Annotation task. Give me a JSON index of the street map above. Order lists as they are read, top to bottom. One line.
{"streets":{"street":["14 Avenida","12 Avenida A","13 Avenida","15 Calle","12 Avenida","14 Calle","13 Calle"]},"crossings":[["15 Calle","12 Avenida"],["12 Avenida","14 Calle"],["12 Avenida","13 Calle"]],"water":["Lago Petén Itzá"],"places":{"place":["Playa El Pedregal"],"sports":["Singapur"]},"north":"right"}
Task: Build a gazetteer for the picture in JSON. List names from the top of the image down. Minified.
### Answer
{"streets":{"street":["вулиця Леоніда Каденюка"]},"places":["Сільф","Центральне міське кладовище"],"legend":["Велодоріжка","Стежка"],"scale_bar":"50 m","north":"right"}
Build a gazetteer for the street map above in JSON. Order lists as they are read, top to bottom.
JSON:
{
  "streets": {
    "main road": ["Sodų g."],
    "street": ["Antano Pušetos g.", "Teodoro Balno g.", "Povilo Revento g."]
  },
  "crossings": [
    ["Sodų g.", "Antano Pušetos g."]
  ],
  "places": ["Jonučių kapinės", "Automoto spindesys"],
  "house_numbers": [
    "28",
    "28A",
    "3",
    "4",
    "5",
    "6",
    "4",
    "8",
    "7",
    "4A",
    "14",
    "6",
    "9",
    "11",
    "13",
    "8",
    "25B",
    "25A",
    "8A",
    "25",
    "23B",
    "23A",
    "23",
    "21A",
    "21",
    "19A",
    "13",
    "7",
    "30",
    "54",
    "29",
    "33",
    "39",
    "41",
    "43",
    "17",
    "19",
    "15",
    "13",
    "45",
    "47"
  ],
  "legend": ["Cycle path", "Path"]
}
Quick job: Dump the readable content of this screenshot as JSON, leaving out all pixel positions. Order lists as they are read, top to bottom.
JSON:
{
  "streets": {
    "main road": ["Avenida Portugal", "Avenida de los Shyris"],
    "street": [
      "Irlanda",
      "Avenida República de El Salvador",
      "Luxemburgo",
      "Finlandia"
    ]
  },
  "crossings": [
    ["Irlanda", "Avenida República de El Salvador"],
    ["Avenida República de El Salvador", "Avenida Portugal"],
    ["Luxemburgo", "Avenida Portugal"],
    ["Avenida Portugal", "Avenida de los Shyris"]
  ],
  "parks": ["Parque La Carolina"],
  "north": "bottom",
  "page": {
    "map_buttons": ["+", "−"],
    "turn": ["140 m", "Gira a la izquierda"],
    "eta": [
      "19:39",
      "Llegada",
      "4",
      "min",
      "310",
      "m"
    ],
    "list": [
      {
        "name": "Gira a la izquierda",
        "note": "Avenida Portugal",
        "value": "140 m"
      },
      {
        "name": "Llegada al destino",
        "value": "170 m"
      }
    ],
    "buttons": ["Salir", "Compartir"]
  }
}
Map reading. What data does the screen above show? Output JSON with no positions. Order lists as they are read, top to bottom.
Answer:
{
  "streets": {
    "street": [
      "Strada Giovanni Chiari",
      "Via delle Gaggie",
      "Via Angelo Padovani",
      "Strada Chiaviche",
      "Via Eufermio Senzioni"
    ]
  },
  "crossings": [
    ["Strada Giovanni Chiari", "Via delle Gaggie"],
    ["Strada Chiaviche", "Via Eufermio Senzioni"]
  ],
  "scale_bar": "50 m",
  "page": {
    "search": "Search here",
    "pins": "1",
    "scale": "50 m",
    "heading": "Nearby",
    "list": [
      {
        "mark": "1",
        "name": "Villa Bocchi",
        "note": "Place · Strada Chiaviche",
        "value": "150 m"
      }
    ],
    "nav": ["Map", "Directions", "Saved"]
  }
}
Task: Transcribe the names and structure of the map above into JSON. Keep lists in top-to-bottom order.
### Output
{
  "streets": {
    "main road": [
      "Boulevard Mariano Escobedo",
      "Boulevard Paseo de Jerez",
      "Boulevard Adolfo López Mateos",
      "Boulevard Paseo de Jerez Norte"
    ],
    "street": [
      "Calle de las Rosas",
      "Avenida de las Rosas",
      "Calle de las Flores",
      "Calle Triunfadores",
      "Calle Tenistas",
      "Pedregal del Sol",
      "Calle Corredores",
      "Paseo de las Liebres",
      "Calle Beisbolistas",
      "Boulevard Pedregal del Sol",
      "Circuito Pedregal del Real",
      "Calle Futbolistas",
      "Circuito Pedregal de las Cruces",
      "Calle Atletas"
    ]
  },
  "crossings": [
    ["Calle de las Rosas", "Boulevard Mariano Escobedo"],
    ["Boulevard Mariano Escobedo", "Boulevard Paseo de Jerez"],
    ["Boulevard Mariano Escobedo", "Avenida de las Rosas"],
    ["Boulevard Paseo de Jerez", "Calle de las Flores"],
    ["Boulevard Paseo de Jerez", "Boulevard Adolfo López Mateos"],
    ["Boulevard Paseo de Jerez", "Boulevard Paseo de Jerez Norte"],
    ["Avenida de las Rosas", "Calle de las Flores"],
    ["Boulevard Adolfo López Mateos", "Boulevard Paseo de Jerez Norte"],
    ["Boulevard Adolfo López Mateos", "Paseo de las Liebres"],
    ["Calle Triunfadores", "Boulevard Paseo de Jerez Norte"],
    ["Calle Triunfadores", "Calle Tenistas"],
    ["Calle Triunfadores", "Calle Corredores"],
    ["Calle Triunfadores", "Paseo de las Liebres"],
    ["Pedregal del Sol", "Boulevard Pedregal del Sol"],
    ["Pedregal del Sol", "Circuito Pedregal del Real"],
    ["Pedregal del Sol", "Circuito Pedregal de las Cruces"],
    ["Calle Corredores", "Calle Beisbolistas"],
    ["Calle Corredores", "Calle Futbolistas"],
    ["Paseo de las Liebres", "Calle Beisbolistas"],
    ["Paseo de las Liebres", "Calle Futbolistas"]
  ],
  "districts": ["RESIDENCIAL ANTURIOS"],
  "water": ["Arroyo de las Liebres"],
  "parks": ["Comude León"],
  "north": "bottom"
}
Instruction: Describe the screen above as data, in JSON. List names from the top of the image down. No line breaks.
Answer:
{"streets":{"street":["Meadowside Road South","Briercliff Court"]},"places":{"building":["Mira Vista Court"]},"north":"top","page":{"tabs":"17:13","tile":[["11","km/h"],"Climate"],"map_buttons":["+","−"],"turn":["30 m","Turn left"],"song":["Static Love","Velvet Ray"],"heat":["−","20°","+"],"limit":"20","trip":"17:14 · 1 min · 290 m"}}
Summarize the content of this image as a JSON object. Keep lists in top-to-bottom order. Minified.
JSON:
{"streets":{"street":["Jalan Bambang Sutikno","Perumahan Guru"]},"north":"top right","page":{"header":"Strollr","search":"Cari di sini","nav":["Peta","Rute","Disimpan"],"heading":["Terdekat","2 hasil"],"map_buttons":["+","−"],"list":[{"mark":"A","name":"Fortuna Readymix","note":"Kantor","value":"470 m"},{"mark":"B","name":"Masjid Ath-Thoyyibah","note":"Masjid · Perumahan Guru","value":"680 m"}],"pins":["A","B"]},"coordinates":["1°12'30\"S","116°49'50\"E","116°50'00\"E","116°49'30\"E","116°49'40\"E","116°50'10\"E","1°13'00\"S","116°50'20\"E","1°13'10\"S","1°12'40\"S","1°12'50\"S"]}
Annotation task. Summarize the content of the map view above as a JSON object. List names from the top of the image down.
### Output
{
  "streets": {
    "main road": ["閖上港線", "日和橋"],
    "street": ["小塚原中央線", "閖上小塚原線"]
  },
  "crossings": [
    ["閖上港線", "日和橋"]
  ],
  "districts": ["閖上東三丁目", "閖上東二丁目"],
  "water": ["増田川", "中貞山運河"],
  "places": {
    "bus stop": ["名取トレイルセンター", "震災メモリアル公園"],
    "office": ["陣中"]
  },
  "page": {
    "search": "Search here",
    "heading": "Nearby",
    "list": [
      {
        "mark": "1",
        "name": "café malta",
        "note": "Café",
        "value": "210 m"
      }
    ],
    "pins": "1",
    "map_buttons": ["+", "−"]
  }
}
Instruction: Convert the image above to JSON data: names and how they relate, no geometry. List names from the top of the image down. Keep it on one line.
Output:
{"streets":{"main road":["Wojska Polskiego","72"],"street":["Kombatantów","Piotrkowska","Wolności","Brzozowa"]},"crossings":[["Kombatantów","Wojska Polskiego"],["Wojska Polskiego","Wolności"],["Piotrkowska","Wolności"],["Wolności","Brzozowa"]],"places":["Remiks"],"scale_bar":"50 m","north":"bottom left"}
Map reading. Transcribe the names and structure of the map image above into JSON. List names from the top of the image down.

* [The task]: Could you find each line in the entries that contains the string "Minified" and copy it?

* [Solution for this problem]:
Task: Build a gazetteer for the picture in JSON. List names from the top of the image down. Minified.
Summarize the content of this image as a JSON object. Keep lists in top-to-bottom order. Minified.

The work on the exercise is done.